The skin of a newborn baby is just so soft and delicate – but also prone to dryness, flakiness and an assortment of skin rashes. And with so much conflicting advice on proper skincare for your child, it’s hard to know right from wrong. However, Dr Leona Yip, dermatologist and mother, knows a lot about skin and has some practical advice to offer.
The biology of the skin
When it comes to your baby’s skin, Leona first recommends looking at skin barrier.
“That is the skin, seal or skin barrier that sits on top of the skin, made up of natural proteins and lipids or skin oils that would trap moisture within the skin and to keep it nice, moist and less irritated,” says Leona.
“In babies, especially younger ones, the premature babies and the ones who are less than four weeks of age, they don’t have a skin barrier that works really well and what this means is they’re more prone to getting dry skin and irritated skin.”
Leona recommends using moisturisers to help keep skin less itchy and irritated. “It’s also important to think about using an in-bath moisturiser, bath oils, oatmeal or soap-free washes because that is less drying than just using water alone in the bath,” she says.
Listen to Dr Leona Yip on Feed Play Love:
Do babies need a bath every day?
Babies do not need daily baths. “They already have a skin barrier that doesn’t work really well, if you bathe them too frequently, that’s going to strip off more oil from their skin and cause problems and increase their chances of getting eczema,” she says. “We would recommend bathing them not more than once every two to four days.”
Using soap is also not recommended, as it dries the skin and can aggravate eczema. “Always go with a body cleanser, which is not soap-based,” says Leona. “Hot water and heat on their own are both skin irritants, so if you add in a moisturiser like bath oils or oatmeal, that can actually help to improve skin moisturising for them and offset that irritation by the heat and the water.”
Choosing a moisturiser
For young babies, Leona recommends a greasy paraffin-based moisturiser or one mixed with glycerine.
“Paraffin and glycerine are great because they trap moisture within the skin,” she says. “They also draw water back into the skin.”
However, Leona advises against using essential oils. “There are at least 28 natural extracts and essential oils that have been confirmed to be human allergens,” she says. “As dermatologists, we do see lots of issues with skin sensitisation and allergic contact dermatitis, which are delayed skin hypersensitivity reactions from using essential oils.”

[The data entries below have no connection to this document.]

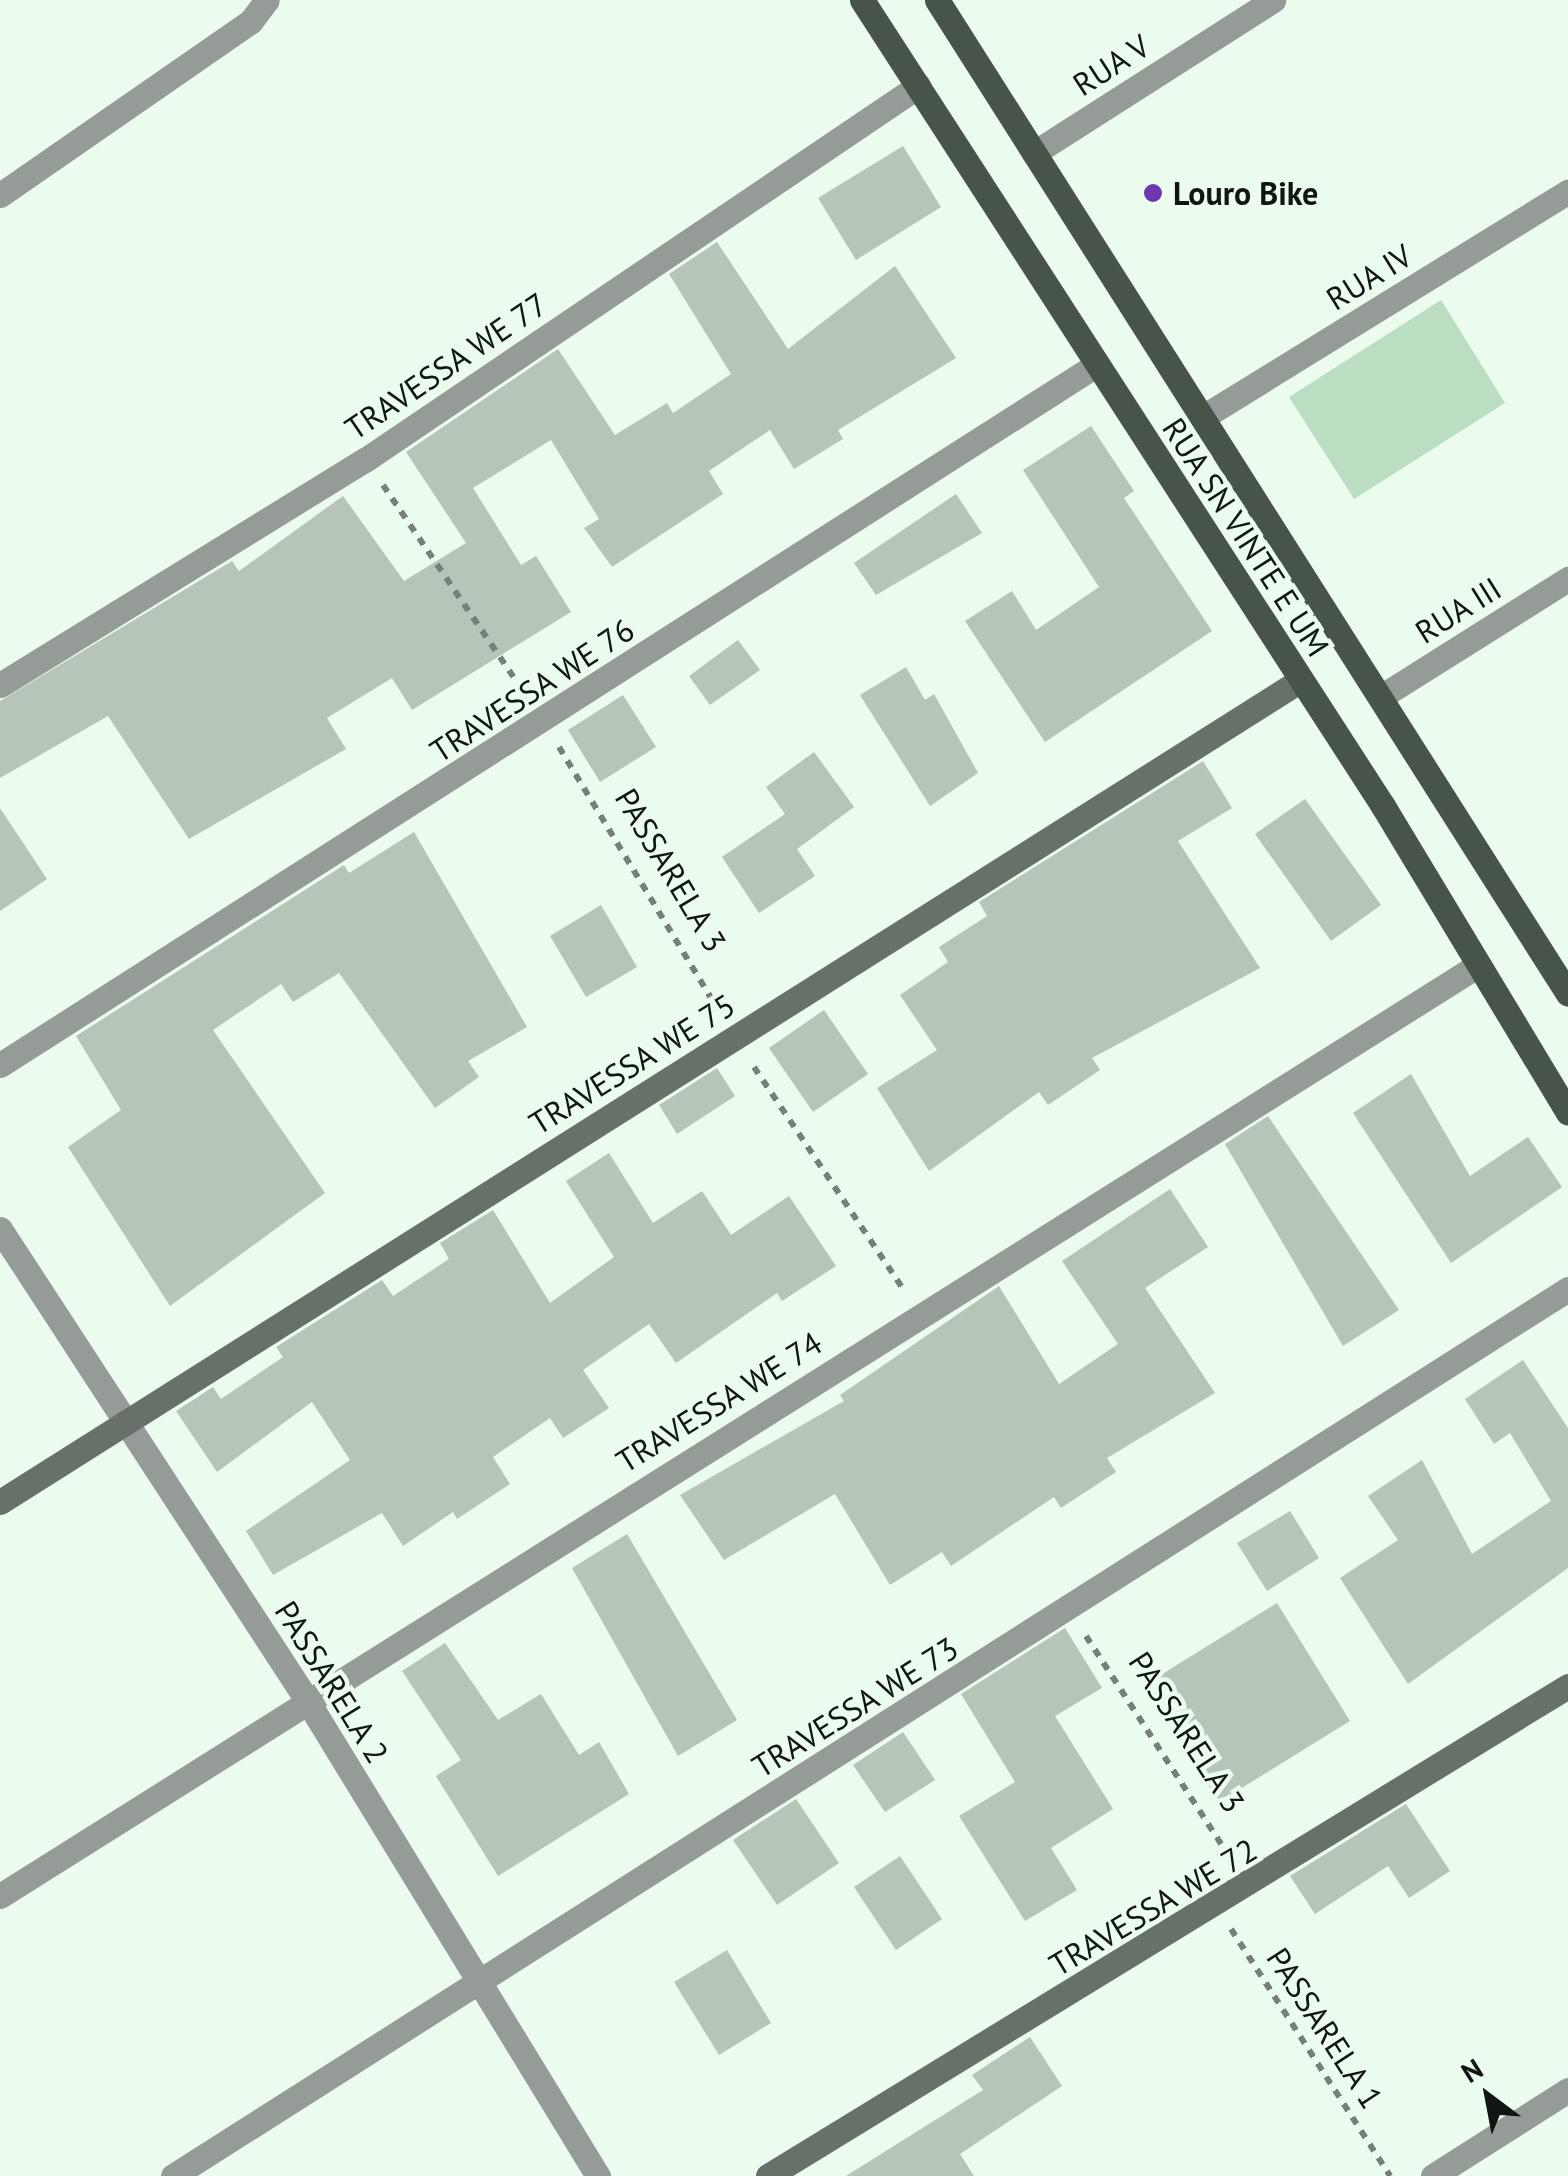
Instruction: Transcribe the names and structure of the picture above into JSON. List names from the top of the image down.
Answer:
{
  "streets": {
    "main road": ["RUA SN VINTE E UM"],
    "street": [
      "RUA V",
      "RUA IV",
      "TRAVESSA WE 77",
      "RUA III",
      "TRAVESSA WE 76",
      "TRAVESSA WE 75",
      "TRAVESSA WE 74",
      "PASSARELA 2",
      "TRAVESSA WE 73",
      "TRAVESSA WE 72"
    ],
    "path": ["PASSARELA 3", "PASSARELA 1"]
  },
  "crossings": [
    ["RUA V", "RUA SN VINTE E UM"],
    ["RUA IV", "RUA SN VINTE E UM"],
    ["TRAVESSA WE 77", "RUA SN VINTE E UM"],
    ["TRAVESSA WE 77", "PASSARELA 3"],
    ["RUA SN VINTE E UM", "RUA III"],
    ["RUA SN VINTE E UM", "TRAVESSA WE 76"],
    ["RUA SN VINTE E UM", "TRAVESSA WE 75"],
    ["RUA SN VINTE E UM", "TRAVESSA WE 74"],
    ["TRAVESSA WE 76", "PASSARELA 3"],
    ["PASSARELA 3", "TRAVESSA WE 75"],
    ["PASSARELA 3", "TRAVESSA WE 74"],
    ["PASSARELA 3", "TRAVESSA WE 73"],
    ["PASSARELA 3", "TRAVESSA WE 72"],
    ["TRAVESSA WE 75", "PASSARELA 2"],
    ["TRAVESSA WE 74", "PASSARELA 2"],
    ["PASSARELA 2", "TRAVESSA WE 73"],
    ["TRAVESSA WE 72", "PASSARELA 1"]
  ],
  "places": ["Louro Bike"],
  "north": "top left"
}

Bath oils, on the other hand, are highly recommended. “A lot of these products in the market are approved by Therapeutic Goods Administration of Australia, and their safety for using babies and children is more established, and they’re usually more hypoallergenic in their formulation,” says Leona.
What is that rash?
Babies are prone to nasty looking skin rashes, such as erythema toxicum neonatorum, a pimply looking rash common in newborns.
“When baby is born, the flora on the skin is a little bit different. And again, this skin bear is not quite well-formed, so that makes them more prone to getting skin rashes,” says Leona. “In the vast majority of these rashes, they do not need intervention because they settle on their own and they usually don’t cause baby as much discomfort as it actually looks.”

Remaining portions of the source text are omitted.